Taking Aim at the Black Swan

Thursday, April 10th, 2008

Shane Deichman reviews Nassim Nicholas Taleb’s The Black Swan: The Impact of the Highly Improbable and finds it wanting:

Perhaps it’s my naïveté (or perhaps that I’m a product of the California public school system), but I honestly don’t see our civilization marching toward “Extremistan”. Quite the opposite: While our awareness of remote events has increased, and our networks have grown exponentially, I believe that the diffuse topology of our networks actually dampens the impact of an extreme event. Consider the “Butterfly Effect”. Do you really think a butterfly flapping its wings in Jakarta is going to eventually cause a hurricane in New York City? Or do you think the minor perturbation is absorbed locally without cascading into some kind of resonance? Yes, there are examples that illustrate the dire consequences of unplanned resonance. Taleb (who waffles at the end of his book as half hyperskeptic, half intransigently certain) abandons the Gaussian bell curve, yet — with only a single mention of Albert-László Barabási — firmly embraces Power Law scale invariance as normative.Despite Taleb’s too-casual treatment of scale, I think he would agree with George E.P. Box’s statement (c. 1987) that “…[A]ll models are wrong, but some are useful.” Abandoning our dogmatic devotion to certainty is essential in any creative, innovative enterprise — and can reveal hidden opportunities, and hidden abilities.

Read the whole thing here.

Unlike most reviewers, Shane could go head-to-head with Taleb on things mathematical ( though you hardly need a math background to understand The Black Swan) and Shane is right that networks that are intrinsically and generally resilient are better suited to enduring unexpected, system perturbing, black swans.

Hope to have my review up Sunday evening.

Open Source Boyd

Friday, April 4th, 2008

John Robb posted the first part of a working paper that extends John Boyd’s Conceptual Spiral into Open Source environments. I want to draw attention to the third potential solution to catastrophic failure ( result of mismatch of rigid, hierarchical, bureaucracy with rapidly evolving, chaotic, environment) that Robb offers in his conclusion:

C) Decentralized decision making via a market mechanism or open source framework. This approach is similar to process “B” detailed above, except that a much wider degree of diversity of outlook/orientation within the contributing components is allowed/desired. The end result is a decision making process where multiple groups make contributions (new optimizations and models). As these contributions are tested against the environment, we will find that most of these contributions will fail. Those few that work are then widely copied/replicated within components. The biggest problem (opportunity?) with this approach is that its direction is emergent and it is not directed by a human being (the commander)

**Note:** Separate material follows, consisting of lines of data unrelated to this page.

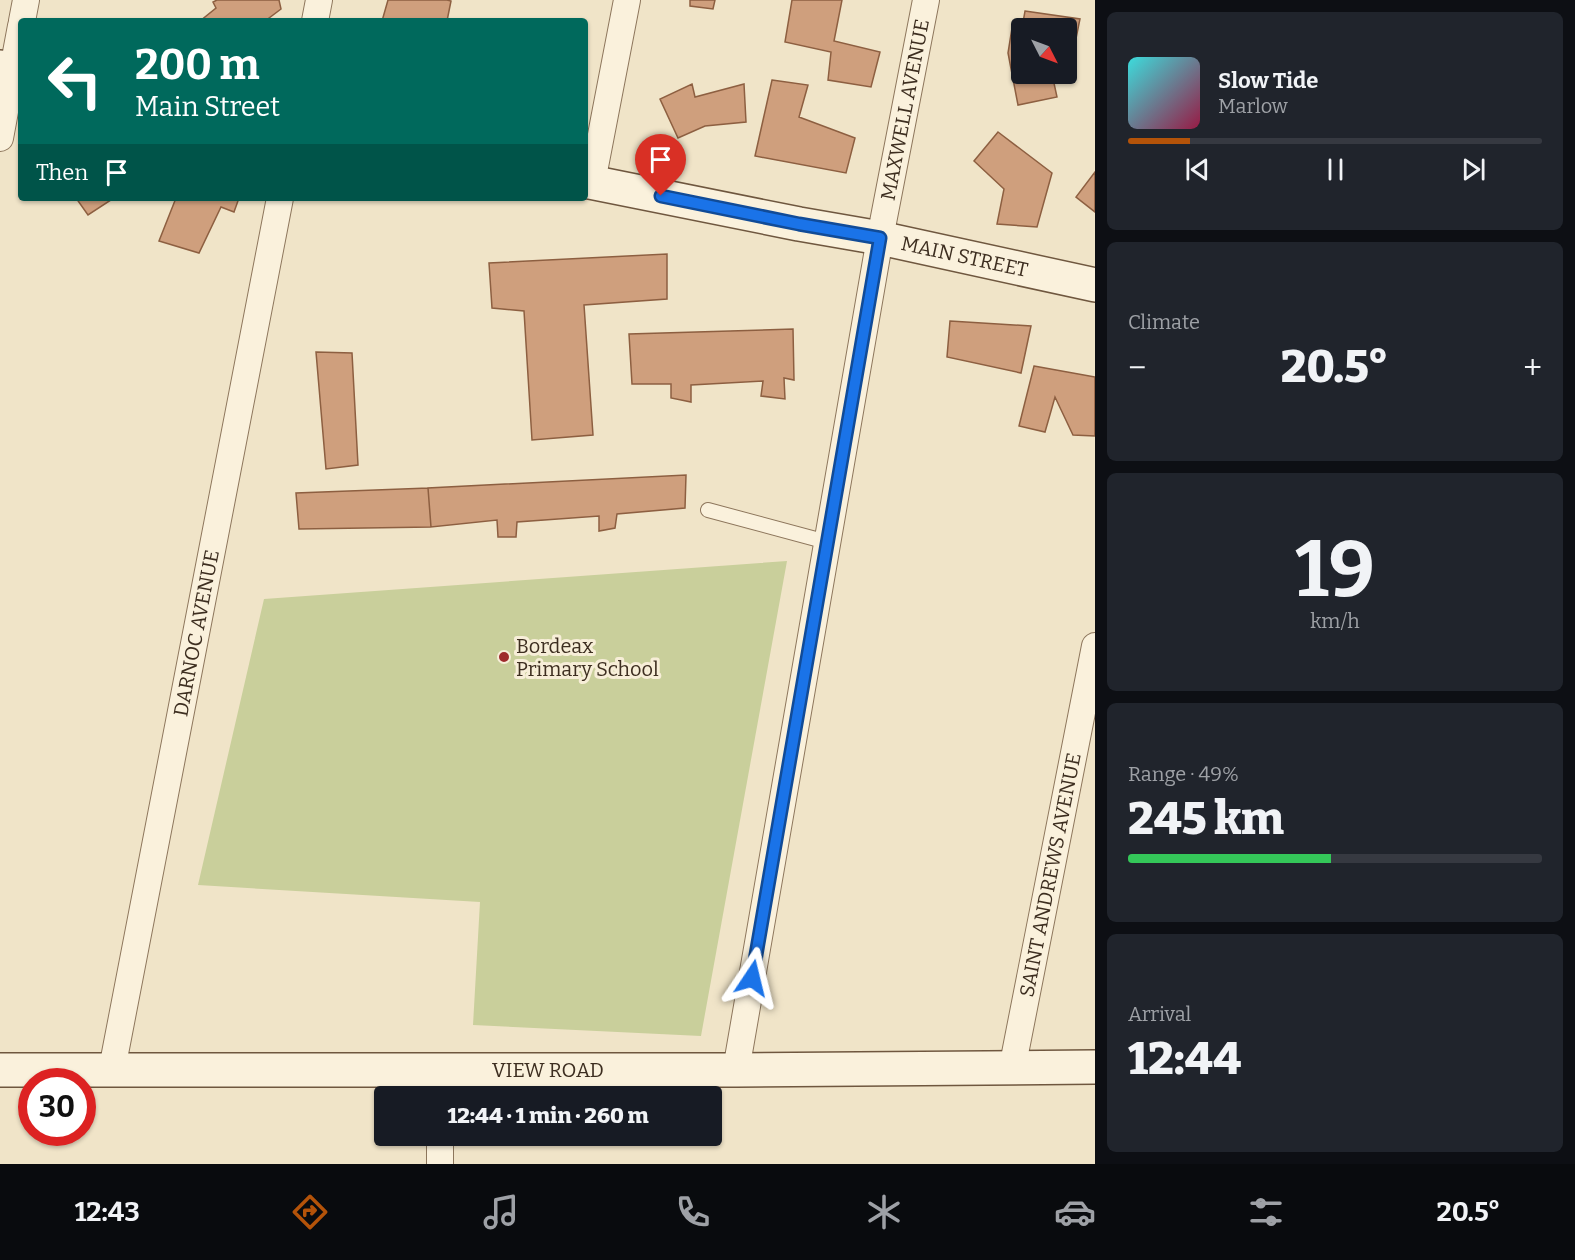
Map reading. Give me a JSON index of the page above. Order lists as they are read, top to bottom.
{
  "streets": {
    "street": [
      "MAXWELL AVENUE",
      "MAIN STREET",
      "DARNOC AVENUE",
      "SAINT ANDREWS AVENUE",
      "VIEW ROAD"
    ]
  },
  "crossings": [
    ["MAXWELL AVENUE", "MAIN STREET"],
    ["MAXWELL AVENUE", "VIEW ROAD"],
    ["DARNOC AVENUE", "VIEW ROAD"],
    ["SAINT ANDREWS AVENUE", "VIEW ROAD"]
  ],
  "places": ["Bordeax Primary School"],
  "north": "bottom right",
  "page": {
    "turn": ["200 m", "Main Street"],
    "song": ["Slow Tide", "Marlow"],
    "then": "Then",
    "tile": [
      "Climate",
      ["19", "km/h"],
      ["Range · 49%", "245 km"],
      ["Arrival", "12:44"]
    ],
    "heat": ["−", "20.5°", "+"],
    "limit": "30",
    "trip": "12:44 · 1 min · 260 m",
    "tabs": ["12:43", "20.5°"]
  }
}
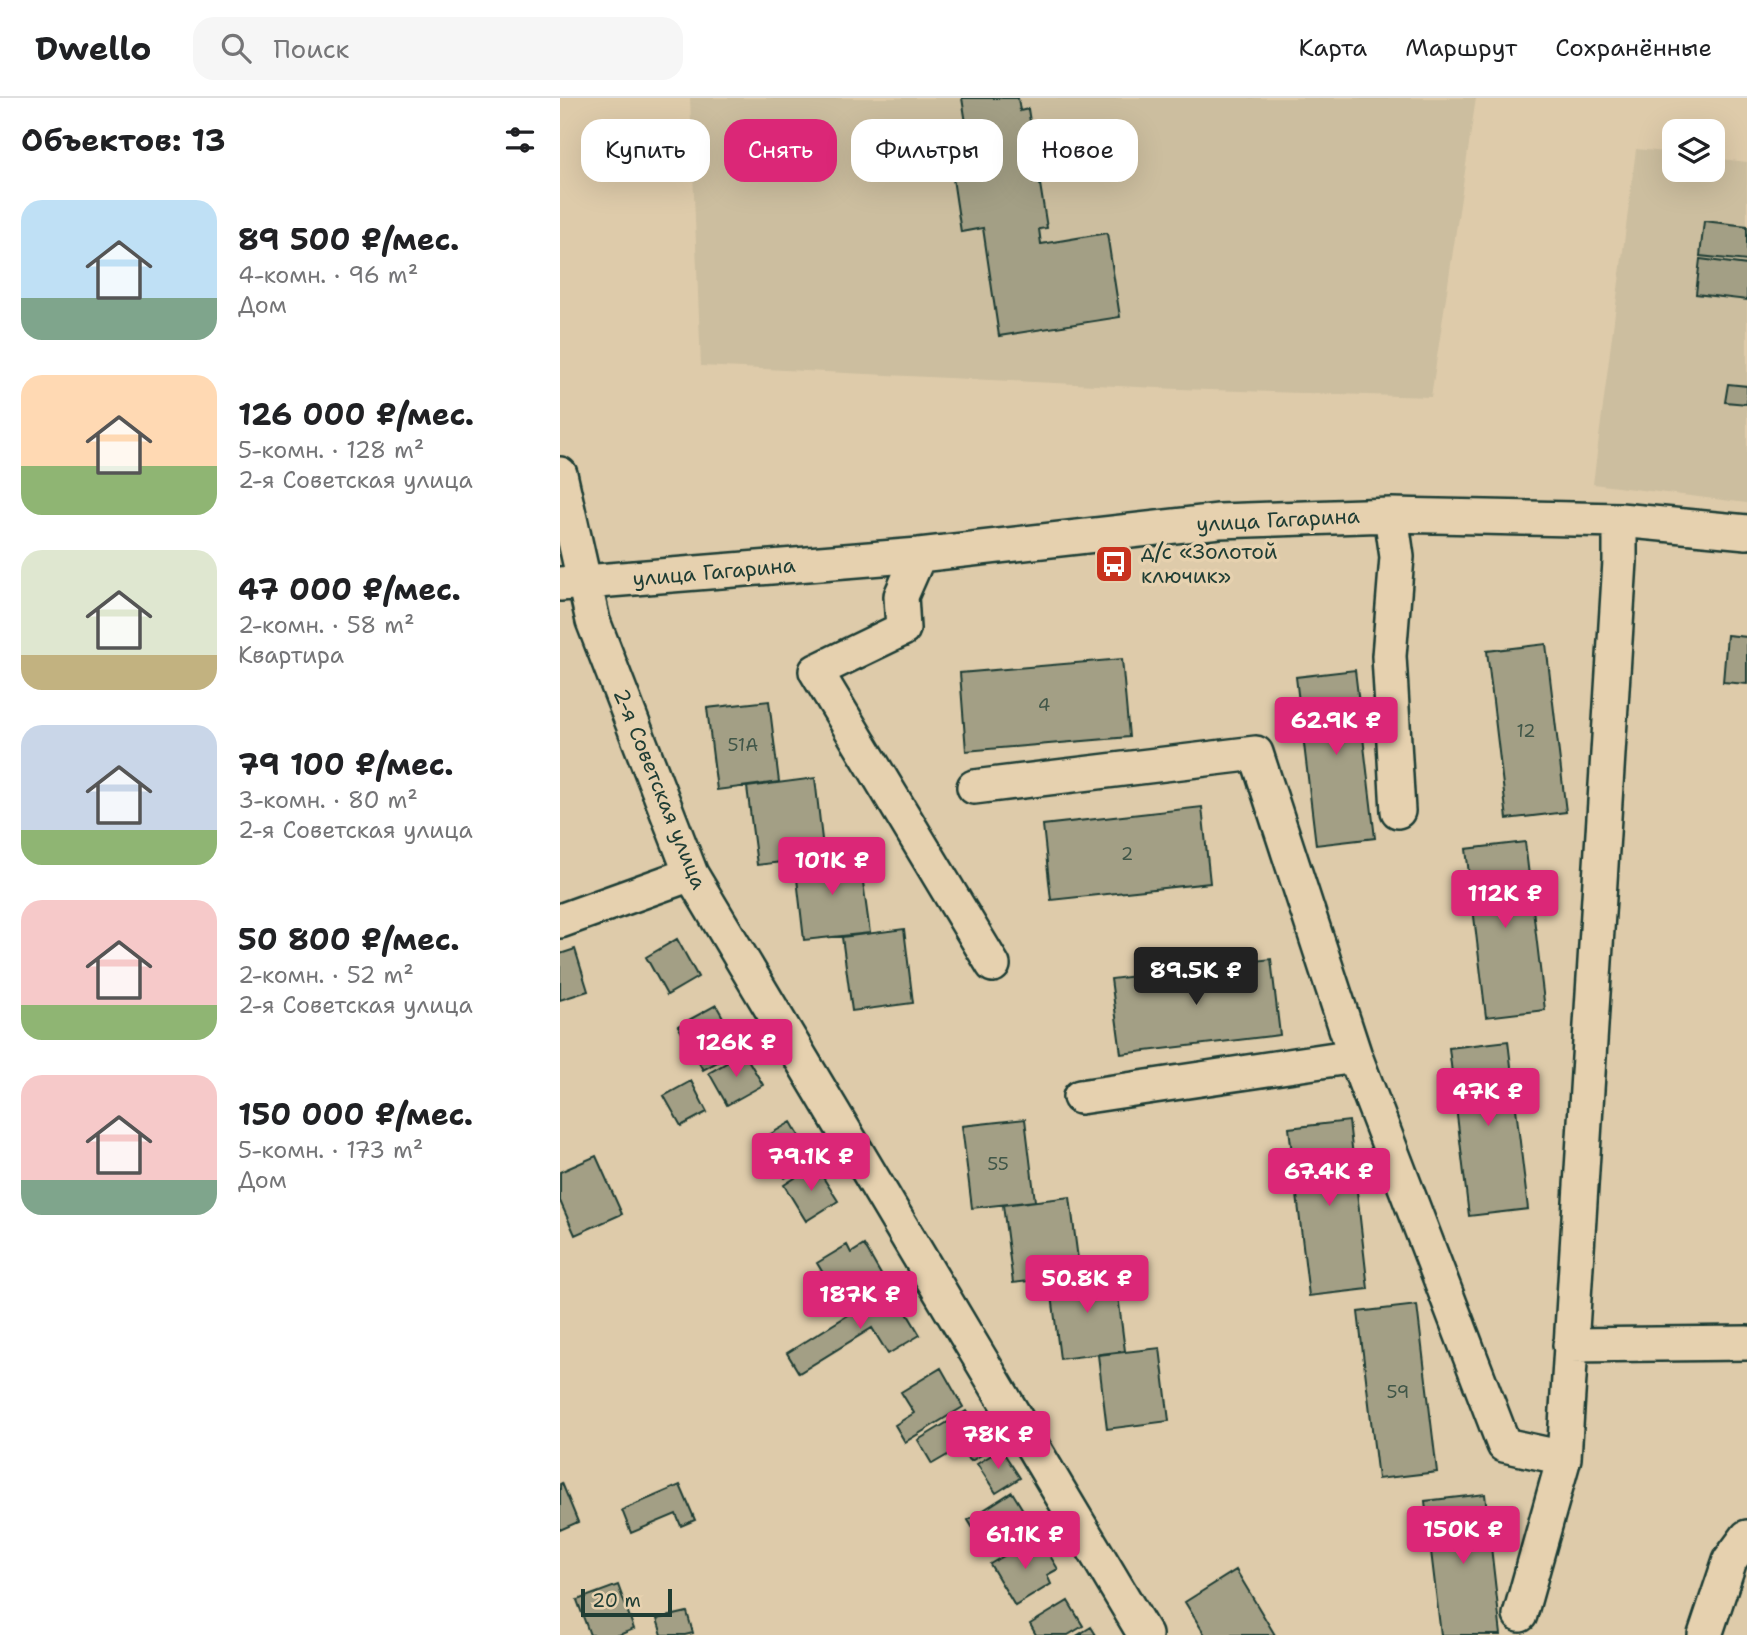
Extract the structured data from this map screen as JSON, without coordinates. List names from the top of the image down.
{
  "streets": {
    "street": ["улица Гагарина", "2-я Советская улица"]
  },
  "crossings": [
    ["улица Гагарина", "2-я Советская улица"]
  ],
  "places": {
    "bus stop": ["д/с «Золотой ключик»"]
  },
  "house_numbers": [
    "4",
    "12",
    "51А",
    "2",
    "55",
    "59"
  ],
  "scale_bar": "20 m",
  "page": {
    "header": "Dwello",
    "search": "Поиск",
    "nav": ["Карта", "Маршрут", "Сохранённые"],
    "heading": "Объектов: 13",
    "chip": [
      "Купить",
      "Снять",
      "Фильтры",
      "Новое"
    ],
    "list": [
      {
        "name": "89 500 ₽/мес.",
        "note": "4-комн. · 96 m² · Дом"
      },
      {
        "name": "126 000 ₽/мес.",
        "note": "5-комн. · 128 m² · 2-я Советская улица"
      },
      {
        "name": "47 000 ₽/мес.",
        "note": "2-комн. · 58 m² · Квартира"
      },
      {
        "name": "79 100 ₽/мес.",
        "note": "3-комн. · 80 m² · 2-я Советская улица"
      },
      {
        "name": "50 800 ₽/мес.",
        "note": "2-комн. · 52 m² · 2-я Советская улица"
      },
      {
        "name": "150 000 ₽/мес.",
        "note": "5-комн. · 173 m² · Дом"
      }
    ],
    "price": [
      "62.9K ₽",
      "101K ₽",
      "112K ₽",
      "89.5K ₽",
      "126K ₽",
      "47K ₽",
      "79.1K ₽",
      "67.4K ₽",
      "50.8K ₽",
      "187K ₽",
      "78K ₽",
      "150K ₽",
      "61.1K ₽"
    ],
    "scale": "20 m"
  }
}
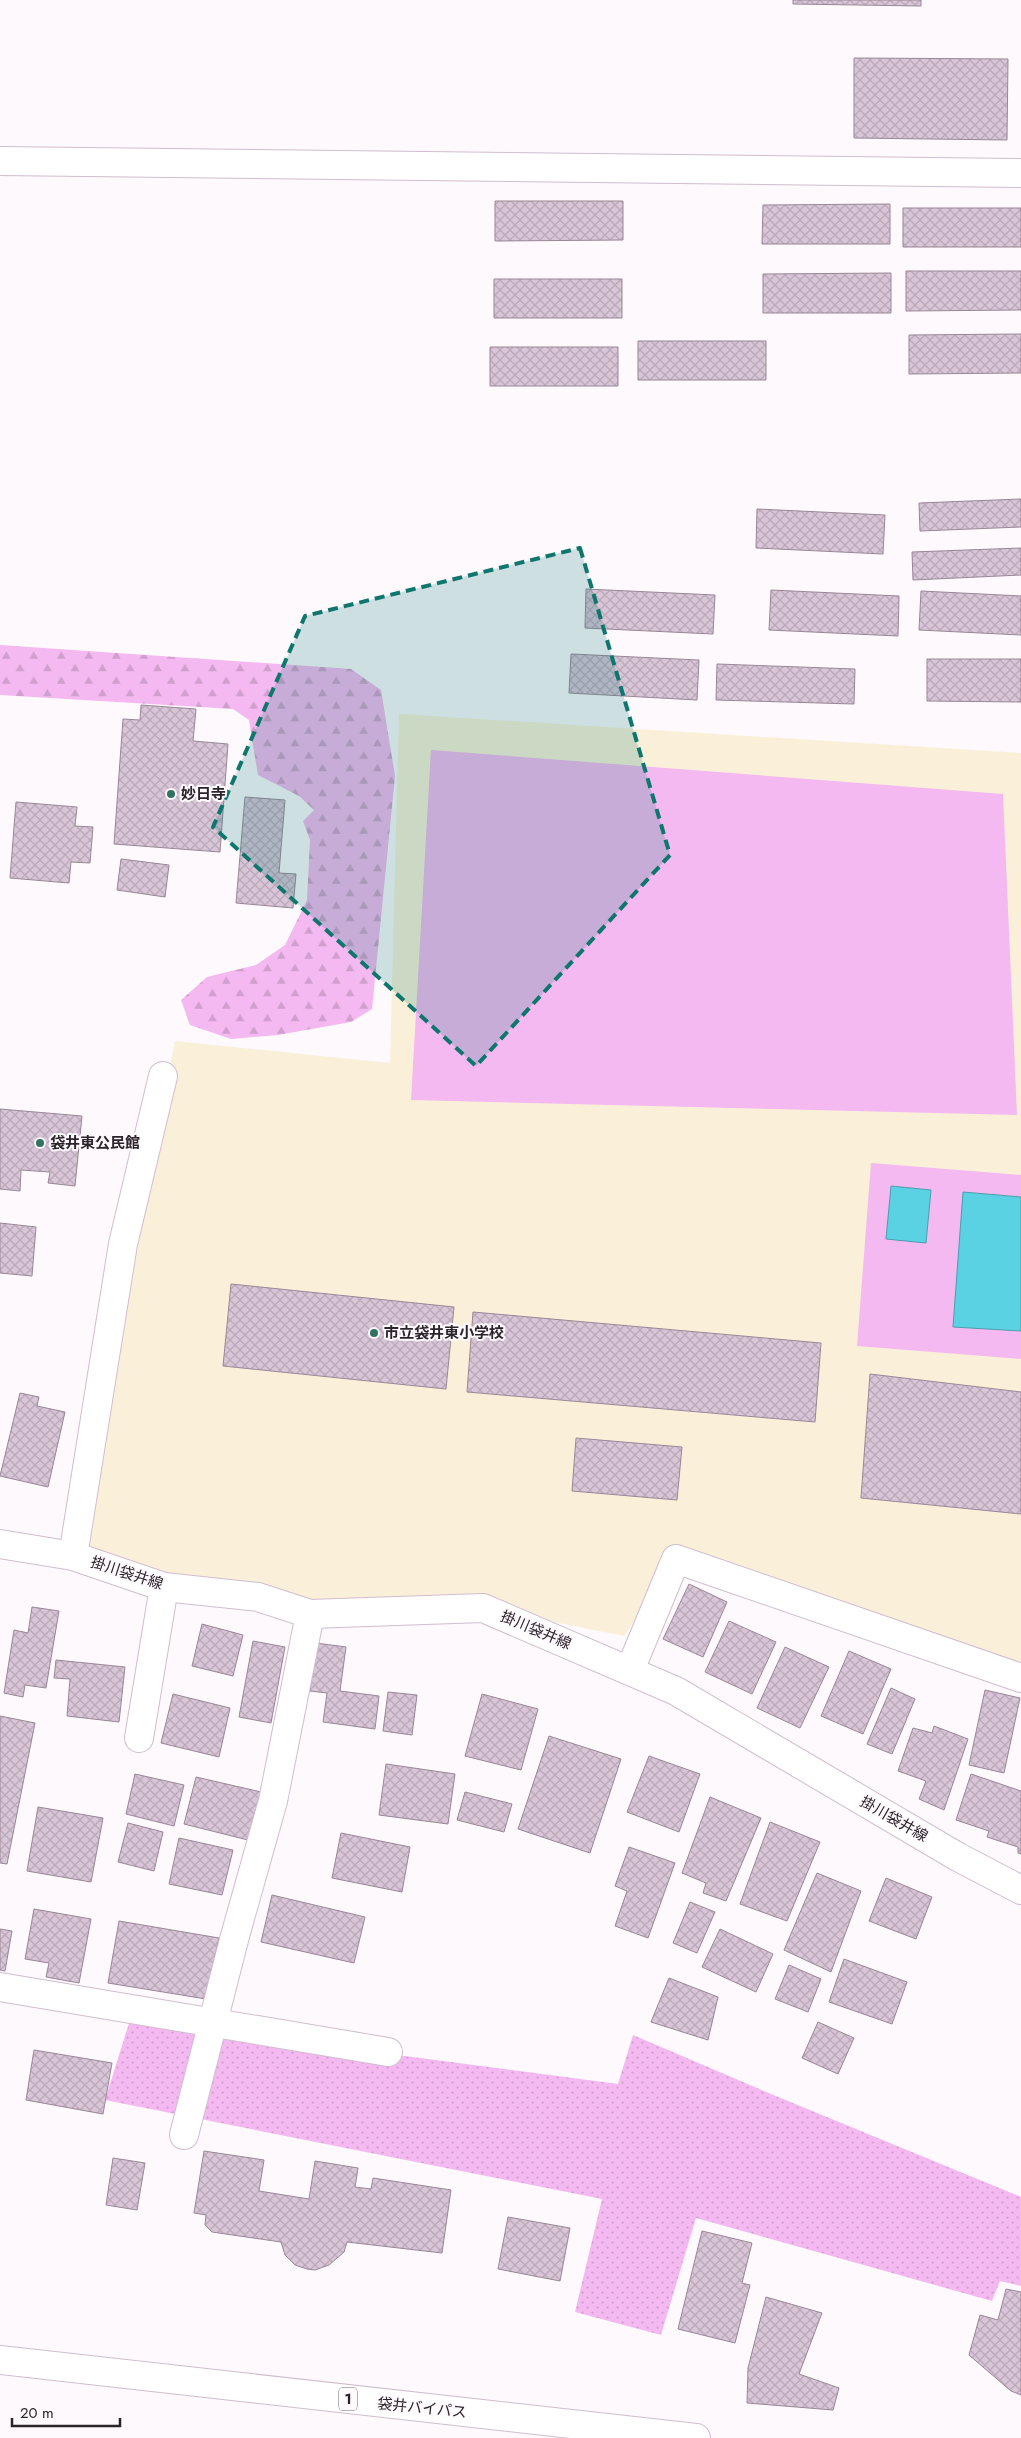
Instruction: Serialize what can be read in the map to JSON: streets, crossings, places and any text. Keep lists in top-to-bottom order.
{
  "streets": {
    "main road": ["掛川袋井線", "1", "袋井バイパス"]
  },
  "places": ["妙日寺", "袋井東公民館", "市立袋井東小学校"],
  "scale_bar": "20 m"
}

Some preliminary research in small worlds network theory indicates that very noisy environments will have emergent rule-sets. Human social systems are less tolerant of extended periods of chaos than are other kinds of systems because there are caloric and  epidemiological “floors” for humanocentric environments that, if breached, result in massive population die-offs, emigration and radical social reordering. History’s classic example of this phenomena was the Black Death, which created a general labor shortage that fatally undermined European feudalism. Because of this, military forces whether of state orientation or irregulars would be forced to react cooperatively and adaptively, however indirectly, toward a consensus in order to maintain at least the minimal economic flows that permit their military operations to be sustained.